AIM OF THE TASK:
Return the lines below that contain the word "they".

SOURCE DATA:

⟨

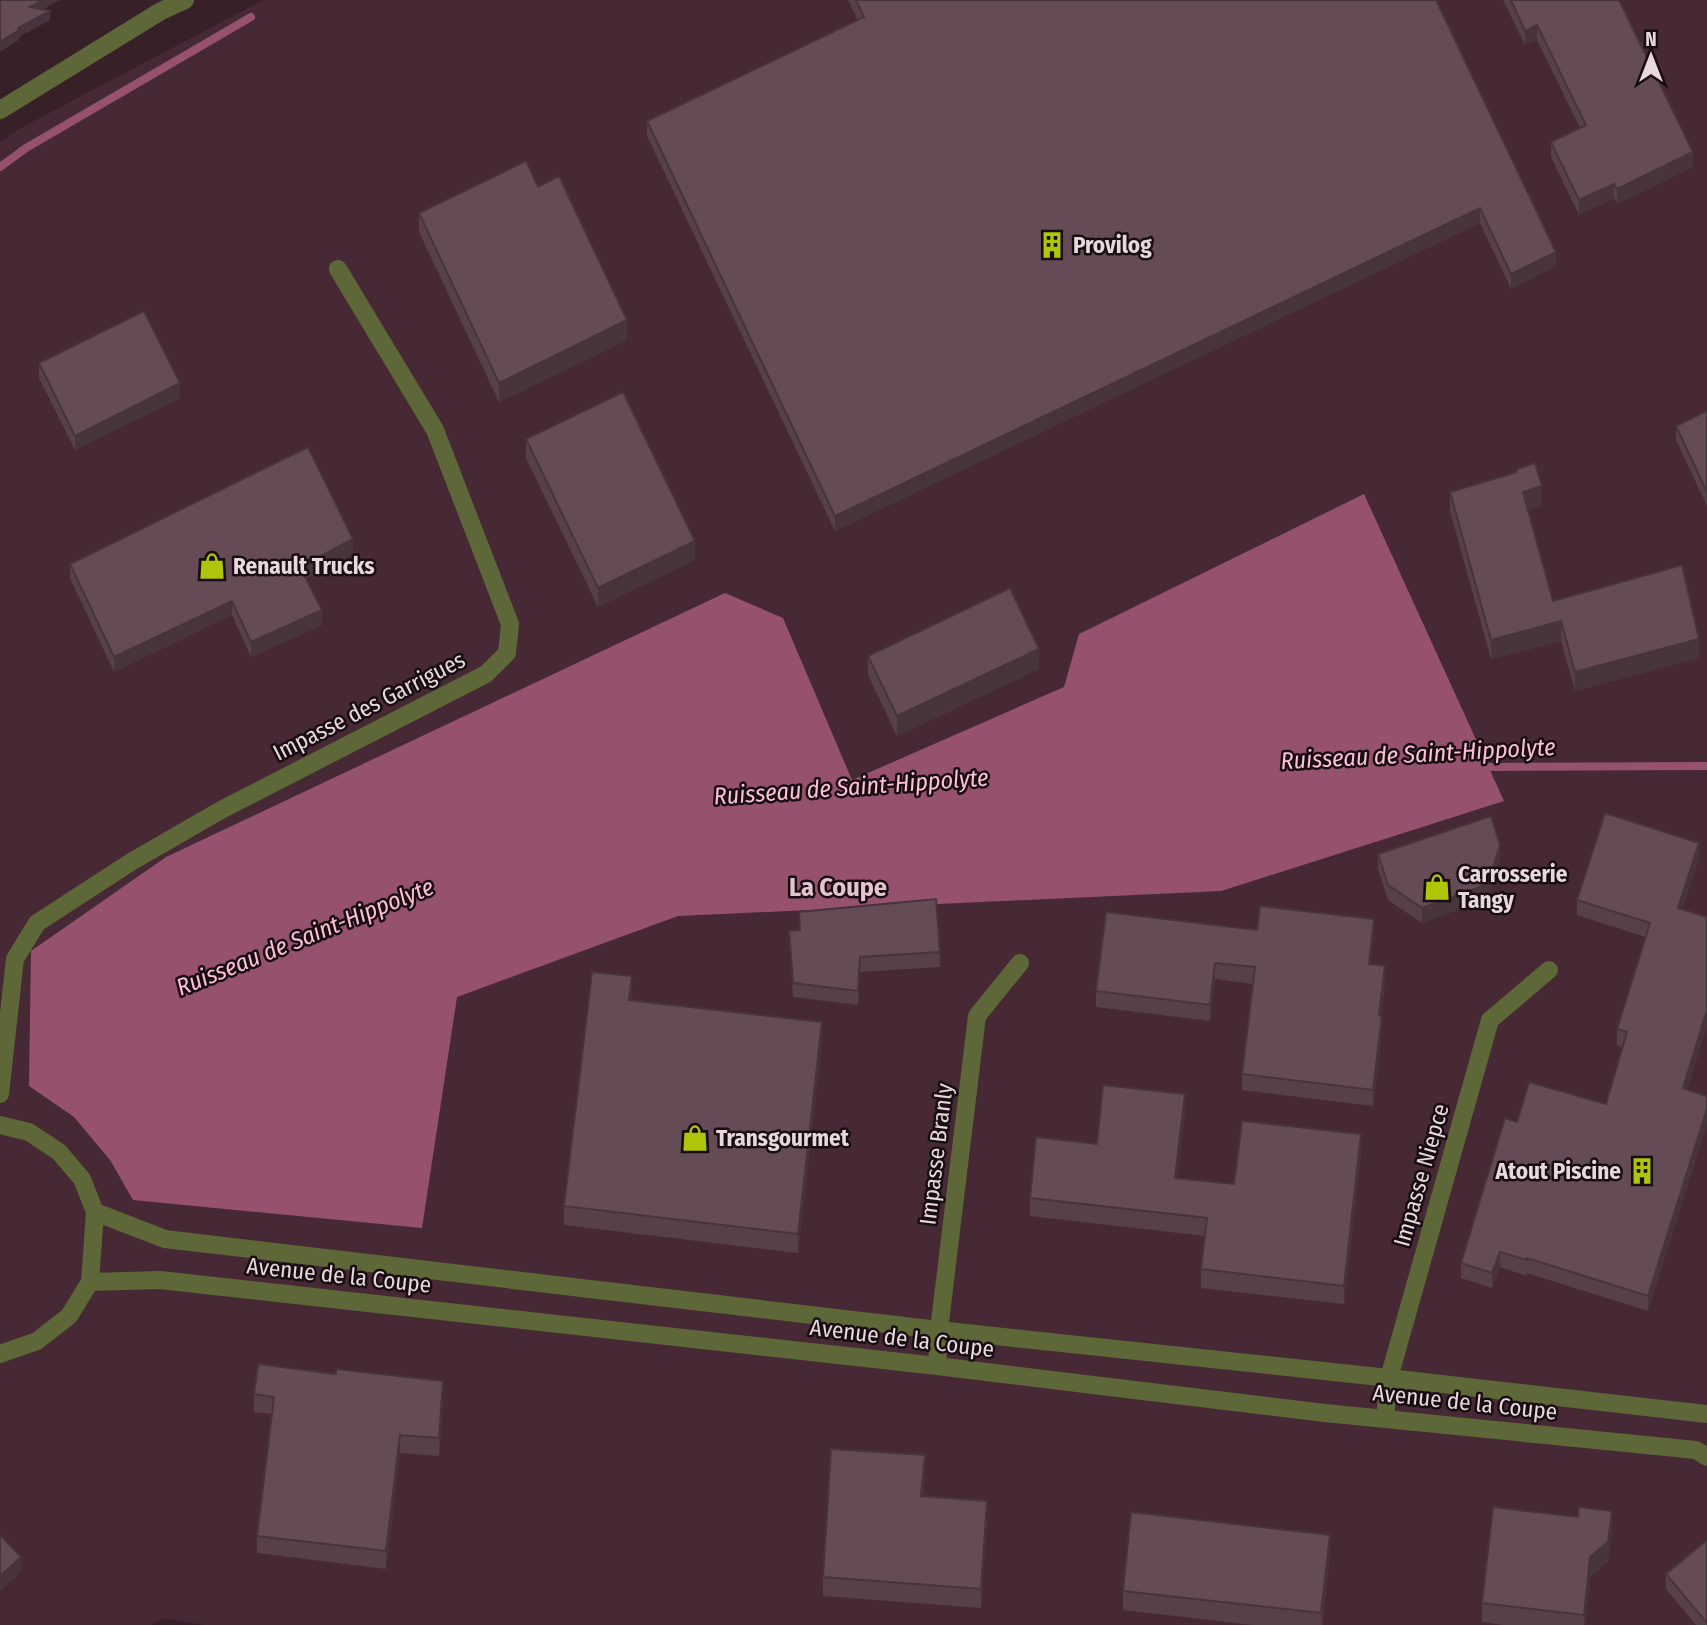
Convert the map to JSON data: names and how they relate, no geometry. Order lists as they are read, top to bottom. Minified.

⟩
⟨

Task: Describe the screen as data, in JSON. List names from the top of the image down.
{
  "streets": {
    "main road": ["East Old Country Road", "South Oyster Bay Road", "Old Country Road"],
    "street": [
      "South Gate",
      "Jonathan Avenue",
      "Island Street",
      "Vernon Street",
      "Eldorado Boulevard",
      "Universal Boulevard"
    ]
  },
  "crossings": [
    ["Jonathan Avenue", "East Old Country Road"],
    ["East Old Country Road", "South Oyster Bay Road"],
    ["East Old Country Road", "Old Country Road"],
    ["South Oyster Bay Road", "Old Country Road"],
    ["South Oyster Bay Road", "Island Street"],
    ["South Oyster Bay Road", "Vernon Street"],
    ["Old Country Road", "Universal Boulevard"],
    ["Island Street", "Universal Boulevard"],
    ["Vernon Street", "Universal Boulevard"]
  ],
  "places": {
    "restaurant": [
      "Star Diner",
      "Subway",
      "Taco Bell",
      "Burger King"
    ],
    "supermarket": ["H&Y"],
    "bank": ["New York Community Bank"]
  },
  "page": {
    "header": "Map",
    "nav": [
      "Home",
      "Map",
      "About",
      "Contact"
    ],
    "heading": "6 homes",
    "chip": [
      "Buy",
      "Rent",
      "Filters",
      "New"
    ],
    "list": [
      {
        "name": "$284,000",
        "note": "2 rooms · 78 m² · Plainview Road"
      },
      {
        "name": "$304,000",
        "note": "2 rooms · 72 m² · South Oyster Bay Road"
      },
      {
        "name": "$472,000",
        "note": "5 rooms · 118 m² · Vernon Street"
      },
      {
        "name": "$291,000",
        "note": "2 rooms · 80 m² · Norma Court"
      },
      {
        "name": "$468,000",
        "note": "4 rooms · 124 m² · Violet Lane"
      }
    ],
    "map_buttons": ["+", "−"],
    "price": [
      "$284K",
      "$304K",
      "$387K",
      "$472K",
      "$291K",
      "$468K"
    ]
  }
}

⟩
⟨

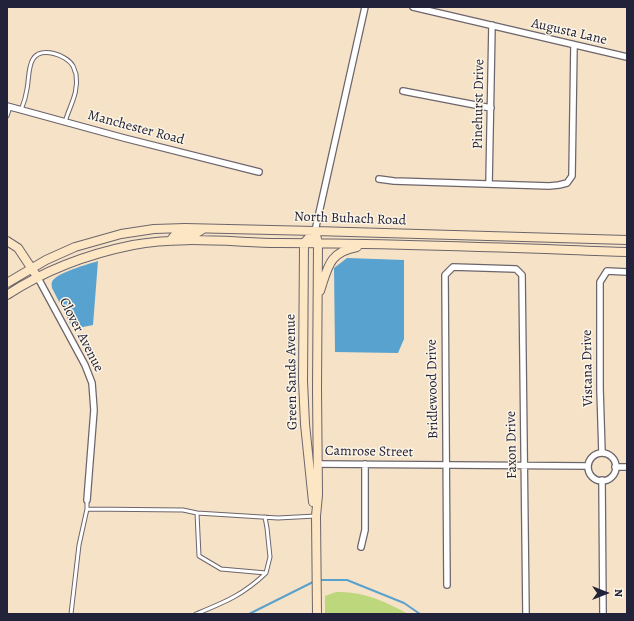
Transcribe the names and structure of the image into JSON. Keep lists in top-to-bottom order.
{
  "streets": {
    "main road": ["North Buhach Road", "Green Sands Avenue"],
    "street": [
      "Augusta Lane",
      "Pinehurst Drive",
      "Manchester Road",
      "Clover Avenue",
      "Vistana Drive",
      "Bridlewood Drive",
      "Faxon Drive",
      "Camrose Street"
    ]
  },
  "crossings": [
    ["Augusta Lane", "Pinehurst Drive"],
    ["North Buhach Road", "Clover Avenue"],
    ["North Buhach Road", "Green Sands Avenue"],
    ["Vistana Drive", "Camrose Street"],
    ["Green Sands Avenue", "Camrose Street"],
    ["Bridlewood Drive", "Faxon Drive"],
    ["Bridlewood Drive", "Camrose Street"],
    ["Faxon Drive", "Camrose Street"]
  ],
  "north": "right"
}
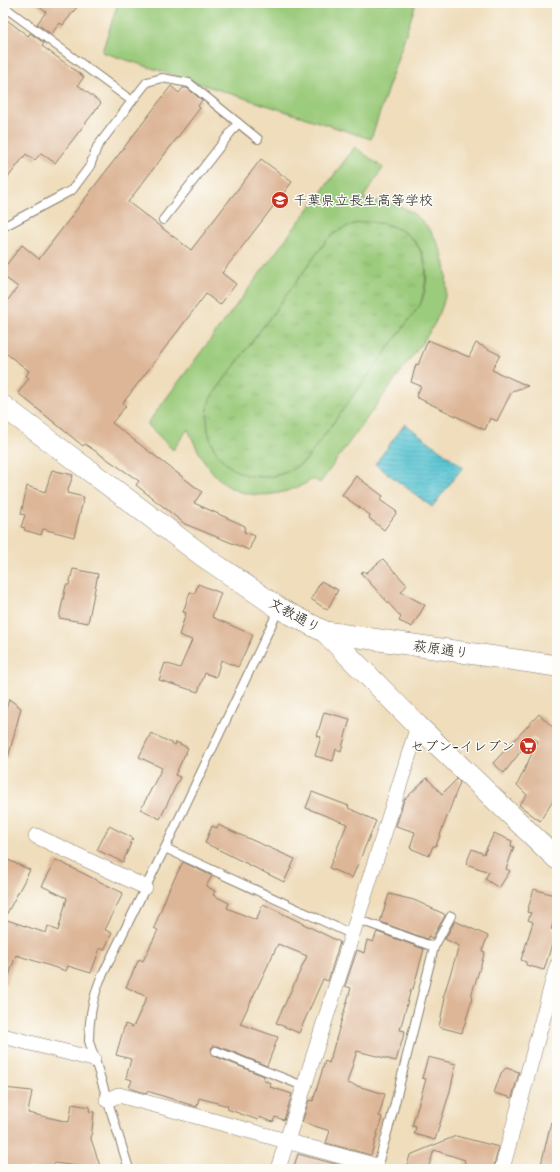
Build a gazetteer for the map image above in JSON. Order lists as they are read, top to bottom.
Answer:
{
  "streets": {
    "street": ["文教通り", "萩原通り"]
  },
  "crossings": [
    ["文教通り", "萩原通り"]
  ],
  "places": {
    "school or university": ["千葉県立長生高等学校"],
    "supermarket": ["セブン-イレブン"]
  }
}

⟩

TASK RESULT:
Convert the map to JSON data: names and how they relate, no geometry. Order lists as they are read, top to bottom. Minified.
Build a gazetteer for the map image above in JSON. Order lists as they are read, top to bottom.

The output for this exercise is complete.